Could it be that the women I remember being there did the ground work and the men swallowed the fanfare? Hmmmm.
Being raised in an environment that subconsciously influenced me to believe that women, although capable, were in some way inferior to men has, dare I say, confused the hell out of me. My ideas about feminism and womanhood have been fused with ignorance and attachment. Ignorant because as a woman, I didn't really understand why the memories that shaped who I am today didn't magnify people who shared my gender. Embedded deep within me was the outlandish idea that true power belonged to men.
Where did that leave me? My father taught me to be proud and to own my own power. But he didn't teach me how to do that and be a woman at the same time. Well, I'm not real sure he could have taught me that. But I never had to guess that he expected me to be powerful, but I am not a man. I was supposed to be just as capable, just as strong, just as smart. But where were the women who I was to pattern myself after? The men owned the voice. The men held all the power.
Don't get me wrong, since I met adulthood, there have been plenty of powerful, strong, Soldier Sisters in my life. No doubt about that. However, it's during adolescence that we begin collecting the mindset that will carry us through life. My youth showed me that men run the world. Men were the proponents of change, I thought. No matter how much assistance they have from women, men were ultimately the ones who plant the flags and got pinned for the victories.
I even married a man whom I consider to be powerful. It wasn't long after I met him that I could easily slide him into the vacancy my father left. When I married him, there was a subconscious safety in knowing that he'd be first and I'd be second. My husband, however, never subscribed to this way of thinking since he grew up with a very dominant, strong, powerful mother in his home and saw that in me—much like Daddy did.

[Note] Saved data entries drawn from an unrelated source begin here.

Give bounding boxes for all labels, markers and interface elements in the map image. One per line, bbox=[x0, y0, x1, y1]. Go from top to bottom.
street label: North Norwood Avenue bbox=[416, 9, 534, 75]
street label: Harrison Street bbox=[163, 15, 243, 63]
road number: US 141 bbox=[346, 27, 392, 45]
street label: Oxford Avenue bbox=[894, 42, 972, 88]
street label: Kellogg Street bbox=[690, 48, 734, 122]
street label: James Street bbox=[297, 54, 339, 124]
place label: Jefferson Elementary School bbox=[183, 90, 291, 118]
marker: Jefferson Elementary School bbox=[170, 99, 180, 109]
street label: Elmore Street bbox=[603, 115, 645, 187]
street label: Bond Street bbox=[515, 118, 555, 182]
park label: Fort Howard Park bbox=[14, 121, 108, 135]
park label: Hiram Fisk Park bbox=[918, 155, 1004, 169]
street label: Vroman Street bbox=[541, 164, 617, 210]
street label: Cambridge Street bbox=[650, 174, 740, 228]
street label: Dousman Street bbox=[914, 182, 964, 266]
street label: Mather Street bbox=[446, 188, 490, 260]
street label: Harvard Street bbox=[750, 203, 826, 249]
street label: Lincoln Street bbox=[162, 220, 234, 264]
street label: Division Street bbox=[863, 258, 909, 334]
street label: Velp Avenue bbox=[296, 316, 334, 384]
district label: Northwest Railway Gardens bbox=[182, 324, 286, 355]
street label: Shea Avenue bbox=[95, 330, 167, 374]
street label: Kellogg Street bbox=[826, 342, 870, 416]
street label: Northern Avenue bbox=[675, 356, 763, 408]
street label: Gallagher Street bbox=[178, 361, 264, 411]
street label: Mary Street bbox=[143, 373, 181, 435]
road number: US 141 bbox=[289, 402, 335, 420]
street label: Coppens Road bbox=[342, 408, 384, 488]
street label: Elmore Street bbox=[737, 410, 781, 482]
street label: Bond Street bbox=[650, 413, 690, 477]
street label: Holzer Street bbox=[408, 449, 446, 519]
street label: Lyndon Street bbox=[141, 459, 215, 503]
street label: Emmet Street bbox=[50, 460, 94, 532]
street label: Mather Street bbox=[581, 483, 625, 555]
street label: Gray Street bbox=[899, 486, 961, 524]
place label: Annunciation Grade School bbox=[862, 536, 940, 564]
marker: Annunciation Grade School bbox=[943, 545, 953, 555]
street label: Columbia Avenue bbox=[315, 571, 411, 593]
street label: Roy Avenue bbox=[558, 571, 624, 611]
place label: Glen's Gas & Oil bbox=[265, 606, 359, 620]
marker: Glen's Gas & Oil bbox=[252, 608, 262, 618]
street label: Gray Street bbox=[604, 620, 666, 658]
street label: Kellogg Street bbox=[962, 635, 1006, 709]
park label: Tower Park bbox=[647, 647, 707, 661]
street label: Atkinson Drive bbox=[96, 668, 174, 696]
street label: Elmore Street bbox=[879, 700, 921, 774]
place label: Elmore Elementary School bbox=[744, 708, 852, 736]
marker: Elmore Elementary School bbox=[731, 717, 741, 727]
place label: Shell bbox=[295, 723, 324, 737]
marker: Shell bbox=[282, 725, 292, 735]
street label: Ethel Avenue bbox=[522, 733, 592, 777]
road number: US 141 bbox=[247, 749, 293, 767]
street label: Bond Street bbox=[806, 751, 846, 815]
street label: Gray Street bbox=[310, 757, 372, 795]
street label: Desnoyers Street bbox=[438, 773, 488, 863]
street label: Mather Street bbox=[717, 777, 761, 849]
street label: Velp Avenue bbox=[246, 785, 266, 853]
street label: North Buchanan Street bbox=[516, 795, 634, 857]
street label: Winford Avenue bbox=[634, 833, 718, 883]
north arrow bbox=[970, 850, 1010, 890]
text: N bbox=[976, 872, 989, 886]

I'm beginning to settle in the fact that no one put this concept in my head. I taught myself, probably because of some insecurities I had as a child that it was just safer to believe that men were our saving grace. But don't throw me to the wind, yet. Understand that my all the role models I adapted were masculine: my pastor, my teachers, community activists, etc. How could I not be confused?
I recall a conversation I had a couple of years ago regarding feminism. I vehemently stated to a female friend of mine that "I am not a feminist." I was conflicted with the word and what I'd taught myself regarding power and men. My friend turned to me and said, "Yes you are." For some reason the remainder of our conversation didn't stick. But I've carried those words with me for years—studying myself and embracing the word. It's as if it wasn't the universe's intent for her to tell me what makes me a feminist, but for me to evaluate myself and figure it out on my own. Feminism is defined as simply a belief in women's rights and the need to secure rights and opportunities for women equal to those of men.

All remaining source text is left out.